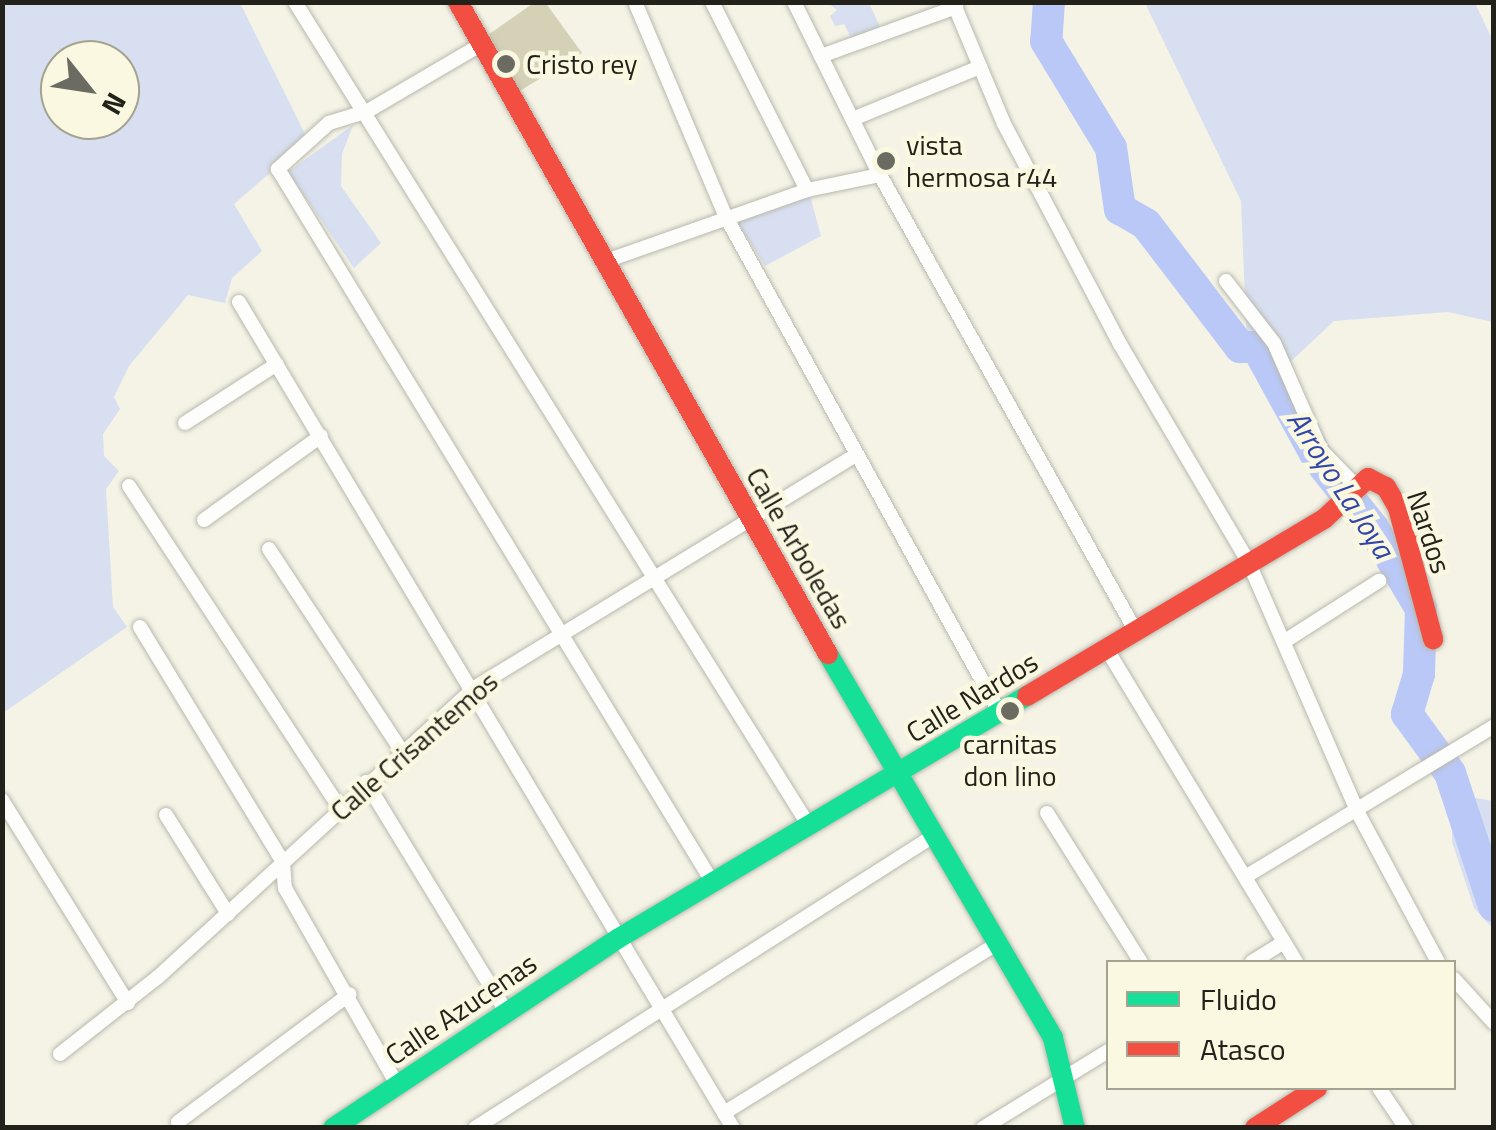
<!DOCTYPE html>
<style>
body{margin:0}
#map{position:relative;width:1496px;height:1130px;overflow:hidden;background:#f4f3e6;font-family:"Titillium Web",sans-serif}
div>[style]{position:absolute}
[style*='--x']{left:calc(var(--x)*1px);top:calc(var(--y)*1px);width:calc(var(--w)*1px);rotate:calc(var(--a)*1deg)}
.green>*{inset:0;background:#d8dff0}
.river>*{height:32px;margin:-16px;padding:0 16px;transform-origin:16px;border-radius:16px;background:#b9c8f6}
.building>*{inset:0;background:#d5d1b7}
.roads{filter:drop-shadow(0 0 2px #b9b8ad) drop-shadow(0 0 2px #b9b8ad)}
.street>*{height:14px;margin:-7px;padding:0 7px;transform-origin:7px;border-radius:7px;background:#fdfdfb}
.fast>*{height:20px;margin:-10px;padding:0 10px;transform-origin:10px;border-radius:10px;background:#16e098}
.jam>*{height:20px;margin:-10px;padding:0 10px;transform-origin:10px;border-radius:10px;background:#f24e42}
.dots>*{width:28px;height:28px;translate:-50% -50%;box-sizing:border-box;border:5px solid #faf8e0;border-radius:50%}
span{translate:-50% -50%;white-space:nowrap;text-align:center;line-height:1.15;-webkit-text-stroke:9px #faf8e0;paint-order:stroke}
.poi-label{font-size:28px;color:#23221a}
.left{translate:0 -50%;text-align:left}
.street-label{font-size:28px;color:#23221a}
.water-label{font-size:30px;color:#3245a8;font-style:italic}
.frame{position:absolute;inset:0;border:5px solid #23221a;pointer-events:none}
.legend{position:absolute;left:1106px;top:960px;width:350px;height:130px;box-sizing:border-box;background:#faf8e0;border:2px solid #a4a291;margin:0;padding:12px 18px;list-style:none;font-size:30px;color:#23221a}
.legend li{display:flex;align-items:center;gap:20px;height:50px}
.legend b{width:50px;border:2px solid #a4a291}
.north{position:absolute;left:40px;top:40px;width:100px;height:100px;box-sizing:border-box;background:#faf8e0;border:2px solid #a4a291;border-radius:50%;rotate:120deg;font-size:28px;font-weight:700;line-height:40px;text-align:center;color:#23221a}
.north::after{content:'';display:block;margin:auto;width:35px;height:45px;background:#6c6b61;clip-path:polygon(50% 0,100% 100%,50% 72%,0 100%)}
</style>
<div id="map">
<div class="green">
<i style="clip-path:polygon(evenodd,3px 3px,240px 3px,308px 140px,234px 204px,262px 251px,232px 278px,225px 303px,188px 295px,129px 366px,114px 397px,120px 409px,103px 434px,104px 456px,119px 471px,106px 489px,113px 607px,127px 627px,3px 713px,3px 3px,60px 60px,120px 60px,120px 120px,60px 120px,60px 60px)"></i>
<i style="clip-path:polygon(828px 3px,869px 3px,882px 31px,853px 42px,844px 24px,835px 26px,830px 16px,837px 10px)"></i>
<i style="clip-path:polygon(1145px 3px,1475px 3px,1493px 41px,1493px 322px,1448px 312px,1334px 321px,1274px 377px,1247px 347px,1241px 201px)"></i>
<i style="clip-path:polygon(353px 125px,342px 154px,341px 186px,381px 243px,354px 268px,288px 172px)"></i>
<i style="clip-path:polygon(809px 192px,821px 236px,765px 266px,736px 220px)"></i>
<i style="clip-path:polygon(1476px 798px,1493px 801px,1493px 929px,1474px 908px,1452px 842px,1452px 800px)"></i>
</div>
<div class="river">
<i style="--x:1049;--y:2;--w:39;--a:94"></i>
<i style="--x:1046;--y:41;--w:125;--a:58.7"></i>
<i style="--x:1111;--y:148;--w:62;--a:81.6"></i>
<i style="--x:1120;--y:209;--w:30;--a:30"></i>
<i style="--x:1146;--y:224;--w:155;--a:52.6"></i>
<i style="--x:1240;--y:347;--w:17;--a:0"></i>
<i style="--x:1257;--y:347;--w:128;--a:61.4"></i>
<i style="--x:1318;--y:459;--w:88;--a:51.4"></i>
<i style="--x:1373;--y:528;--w:94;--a:59.3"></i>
<i style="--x:1421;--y:609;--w:65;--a:91.8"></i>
<i style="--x:1419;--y:674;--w:42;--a:106.7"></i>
<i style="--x:1407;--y:714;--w:73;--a:53.9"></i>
<i style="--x:1450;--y:773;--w:140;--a:71.7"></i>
</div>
<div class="building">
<i style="clip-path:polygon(535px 2px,545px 2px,582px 53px,518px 92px,488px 35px)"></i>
</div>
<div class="roads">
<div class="street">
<i style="--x:295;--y:2;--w:971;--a:58.04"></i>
<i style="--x:635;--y:2;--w:233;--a:67.1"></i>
<i style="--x:726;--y:217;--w:567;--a:61.08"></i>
<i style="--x:712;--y:2;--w:211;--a:63.2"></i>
<i style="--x:794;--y:2;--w:193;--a:63.6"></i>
<i style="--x:880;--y:175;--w:522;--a:60.73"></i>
<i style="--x:953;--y:2;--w:132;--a:67.3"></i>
<i style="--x:1004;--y:124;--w:249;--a:62.2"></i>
<i style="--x:1120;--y:344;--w:252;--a:59.5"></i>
<i style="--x:1248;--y:561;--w:273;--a:66.4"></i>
<i style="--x:1357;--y:811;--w:171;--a:61.8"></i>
<i style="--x:482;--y:44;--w:132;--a:149.6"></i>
<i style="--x:368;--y:111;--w:41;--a:162.9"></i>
<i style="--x:329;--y:123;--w:69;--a:138"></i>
<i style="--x:278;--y:169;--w:836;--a:58.65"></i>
<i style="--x:821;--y:56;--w:144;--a:-19.9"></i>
<i style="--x:855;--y:118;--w:135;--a:-22.2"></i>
<i style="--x:603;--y:262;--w:216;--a:-19.4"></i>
<i style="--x:807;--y:190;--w:75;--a:-11.6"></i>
<i style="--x:1226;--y:281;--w:78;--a:52.3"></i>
<i style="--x:1274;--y:343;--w:117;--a:66.3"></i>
<i style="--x:1321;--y:450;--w:52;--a:45.8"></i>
<i style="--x:239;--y:302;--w:962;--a:59.12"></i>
<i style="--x:185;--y:423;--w:109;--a:-32.7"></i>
<i style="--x:129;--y:486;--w:385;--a:56.8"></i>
<i style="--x:204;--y:520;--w:144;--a:-35.7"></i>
<i style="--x:269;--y:549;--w:240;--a:56.7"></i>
<i style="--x:140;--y:627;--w:275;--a:58.7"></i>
<i style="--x:283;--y:862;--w:26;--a:86"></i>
<i style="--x:285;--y:888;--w:226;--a:60.3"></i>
<i style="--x:1285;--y:641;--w:112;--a:-32.6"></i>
<i style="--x:1106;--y:648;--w:367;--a:58.8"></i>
<i style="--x:366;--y:782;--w:268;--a:58.6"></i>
<i style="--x:2;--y:800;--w:239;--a:58.2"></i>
<i style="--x:1047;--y:813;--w:176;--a:57.8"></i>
<i style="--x:166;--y:815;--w:117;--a:57.9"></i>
<i style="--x:1245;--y:877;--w:291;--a:-31.2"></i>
<i style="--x:1252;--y:962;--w:36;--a:-32"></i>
<i style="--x:1454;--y:979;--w:59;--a:47.7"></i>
<i style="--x:60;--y:1054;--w:125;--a:-38.2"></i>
<i style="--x:158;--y:977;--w:428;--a:-42.4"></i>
<i style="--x:474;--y:688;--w:447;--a:-31.4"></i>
<i style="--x:1379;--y:1088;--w:48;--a:56"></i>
<i style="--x:724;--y:1113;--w:319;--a:-31.8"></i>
<i style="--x:178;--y:1122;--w:214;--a:-36.7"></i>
<i style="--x:475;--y:1128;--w:545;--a:-32.5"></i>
<i style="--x:983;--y:1128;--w:147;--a:-31.6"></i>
</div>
<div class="fast">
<i style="--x:828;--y:654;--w:445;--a:59.6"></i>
<i style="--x:1053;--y:1038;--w:93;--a:76.3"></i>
<i style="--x:333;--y:1128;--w:343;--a:-33.6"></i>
<i style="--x:619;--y:938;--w:474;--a:-30.7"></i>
</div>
<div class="jam">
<i style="--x:458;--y:2;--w:750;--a:60.43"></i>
<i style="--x:1027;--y:696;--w:346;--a:-30.8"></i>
<i style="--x:1324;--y:519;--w:60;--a:-43"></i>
<i style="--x:1368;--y:478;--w:20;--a:27"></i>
<i style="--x:1386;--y:487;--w:24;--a:60"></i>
<i style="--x:1398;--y:508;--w:136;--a:75"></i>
<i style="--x:1255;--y:1128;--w:74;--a:-32.8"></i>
</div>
</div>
<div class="dots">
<i style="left:506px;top:64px;background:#6c6b61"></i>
<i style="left:886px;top:161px;background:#6c6b61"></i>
<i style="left:1010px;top:711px;background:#6c6b61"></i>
</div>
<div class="poi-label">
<span class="left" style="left:526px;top:64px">Cristo rey</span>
<span class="left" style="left:906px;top:161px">vista<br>hermosa r44</span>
<span style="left:1010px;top:760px">carnitas<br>don lino</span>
</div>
<div class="street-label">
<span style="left:1429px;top:532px;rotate:72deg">Nardos</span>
<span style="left:799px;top:548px;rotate:60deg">Calle Arboledas</span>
<span style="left:972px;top:697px;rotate:-31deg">Calle Nardos</span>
<span style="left:414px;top:746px;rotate:-41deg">Calle Crisantemos</span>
<span style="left:461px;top:1009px;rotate:-34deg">Calle Azucenas</span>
</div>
<div class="water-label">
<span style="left:1341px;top:484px;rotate:57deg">Arroyo La Joya</span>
</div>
<div class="frame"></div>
<ul class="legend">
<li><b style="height:12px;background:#16e098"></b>Fluido</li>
<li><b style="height:12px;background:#f24e42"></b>Atasco</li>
</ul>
<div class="north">N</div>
</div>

○ ○ ○ ○ ○ ○ ○

• **Required action**:
Search the data above and return each line in which "river" occurs.

• **Task answer**:
.river>*{height:32px;margin:-16px;padding:0 16px;transform-origin:16px;border-radius:16px;background:#b9c8f6}
<div class="river">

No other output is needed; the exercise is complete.